> On 14. Oct 2017, at 13:15, Geordie Jay via swift-users 
> <swift-users@swift.org> wrote:
> 
> Chris Lattner <clatt...@nondot.org> schrieb am Sa. 14. Okt. 2017 um 05:18:
> 
>> On Oct 13, 2017, at 7:40 PM, Andrew Trick via swift-users 
>> <swift-users@swift.org> wrote:
>> 
>> 
>> 
>>> On Oct 12, 2017, at 3:52 AM, Geordie Jay via swift-users 
>>> <swift-users@swift.org> wrote:
>>> 
>>> 
>>> Guillaume Lessard via swift-users <swift-users@swift.org> schrieb am Mi. 
>>> 11. Okt. 2017 um 23:49:
>>> A lot of the MutableCollection implementation is in protocol extensions 
>>> (swapAt, for example.)
>>> 
>>> Should an additional version be written just for the Unsafe*BufferPointer 
>>> types?
>>> 
>>> Makes sense to me, given the examples above. It doesn’t seem to be a high 
>>> priority task though, and one one suited to a contributor pull request 
>>> rather than taking resources away from the core team.
>>> 
>>> Would this kind of change need to go through swift evolution or is it a “no 
>>> brainer”?
>>> 
>>> Geordie
>> 
>> I’ll just point out that it’s already the case that methods defined in 
>> Unsafe*BufferPointer that write to memory are “nonmutating”. So I think it’s 
>> both a “no brainer” and needs to go through evolution.
> 
> I’m not familiar with the specifics of this “proposal” but if it really is 
> just moving something obvious from being a mutating member to a nonmutating 
> member, then I’m sure the core team can find a fast-path way to accept it 
> without a formal review period.
> 
> I’m not 100% sure either tbh, although I can imagine putting in a PR for it 
> once i understand it.
> 
> The issue with changing .swapTo (et al.?) to nonmutating is that semantically 
> it really is a mutation. But pointers as collections have different mutation 
> semantics to other collections: Mutating an Array’s storage is the same as 
> mutating its value, whereas a pointer’s value is its address, not its storage.
> 
> Making the Unsafe*Pointer MutableCollection methods themselves nonmutating 
> probably wouldn’t be a source-breaking change (it’d just lower the “bar of 
> entry” to include let constant instances too). I imagine this is 
> noncontroversial.
> 
> The original question though was about why .withUnsafeMutableBufferPointer 
> takes a closure whose first argument is an *inout* 
> UnsafeMutableBufferPointer, implying that its base address could legally be 
> mutated. This was probably done to ease use of MutableCollection methods 
> given the var parameter. That would no longer be necessary given the first 
> change.
> 
> But removing the inout attribute would be source-breaking. And maybe people 
> really are moving around the array storage’s base address? This seems like a 
> very bad idea to me but it’s currently part of that API contract. In any case 
> this change would need to go through evolution, right?

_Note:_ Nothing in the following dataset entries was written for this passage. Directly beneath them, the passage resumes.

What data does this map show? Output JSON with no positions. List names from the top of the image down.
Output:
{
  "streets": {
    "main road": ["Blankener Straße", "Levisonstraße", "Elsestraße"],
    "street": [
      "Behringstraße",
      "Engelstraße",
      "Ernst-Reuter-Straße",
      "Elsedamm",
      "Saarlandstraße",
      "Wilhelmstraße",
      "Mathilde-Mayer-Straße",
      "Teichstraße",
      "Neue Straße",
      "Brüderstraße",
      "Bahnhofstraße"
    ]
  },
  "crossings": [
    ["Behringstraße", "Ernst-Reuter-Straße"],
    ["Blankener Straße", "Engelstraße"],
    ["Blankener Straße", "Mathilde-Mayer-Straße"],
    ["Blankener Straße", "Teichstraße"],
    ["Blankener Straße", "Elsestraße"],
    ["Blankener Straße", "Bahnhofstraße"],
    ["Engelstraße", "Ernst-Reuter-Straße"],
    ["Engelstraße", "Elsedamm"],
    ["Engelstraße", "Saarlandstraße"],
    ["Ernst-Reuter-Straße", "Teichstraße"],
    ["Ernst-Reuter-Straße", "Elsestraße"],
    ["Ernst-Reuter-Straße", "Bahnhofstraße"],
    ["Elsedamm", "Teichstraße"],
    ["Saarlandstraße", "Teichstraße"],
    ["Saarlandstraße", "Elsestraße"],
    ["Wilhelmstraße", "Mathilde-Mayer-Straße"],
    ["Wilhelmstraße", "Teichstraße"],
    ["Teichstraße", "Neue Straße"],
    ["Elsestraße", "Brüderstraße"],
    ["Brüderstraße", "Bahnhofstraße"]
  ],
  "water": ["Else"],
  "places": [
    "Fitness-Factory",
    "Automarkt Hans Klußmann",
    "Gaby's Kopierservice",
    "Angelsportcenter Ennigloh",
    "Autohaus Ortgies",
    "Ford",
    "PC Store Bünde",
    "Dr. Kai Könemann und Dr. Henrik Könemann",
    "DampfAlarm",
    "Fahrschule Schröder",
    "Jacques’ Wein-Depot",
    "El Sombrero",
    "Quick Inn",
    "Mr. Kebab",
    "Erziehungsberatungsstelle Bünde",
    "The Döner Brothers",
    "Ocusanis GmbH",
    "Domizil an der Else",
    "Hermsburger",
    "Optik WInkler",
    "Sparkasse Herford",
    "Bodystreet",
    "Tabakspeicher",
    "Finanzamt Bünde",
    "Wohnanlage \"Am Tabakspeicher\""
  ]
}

At present, the withUnsafeMutableBufferPointer() method verifies that the base 
address has not been modified upon return from the closure: 

    
https://github.com/apple/swift/blob/master/stdlib/public/core/Arrays.swift.gyb#L1750

    // Put the working array back before returning.
    defer {
      _precondition(
        inoutBufferPointer.baseAddress == pointer &&
        inoutBufferPointer.count == count,
        "${Self} withUnsafeMutableBufferPointer: replacing the buffer is not 
allowed")

      (work, self) = (self, work)
    }

That check would become obsolete if the buffer pointer is a constant.

As far as I can see, MutableCollection defines four mutating methods: swapAt(), 
sort(), reverse(), and partition(). Implementing those as non-mutating methods 
of UnsafeMutableBufferPointer seems natural to me.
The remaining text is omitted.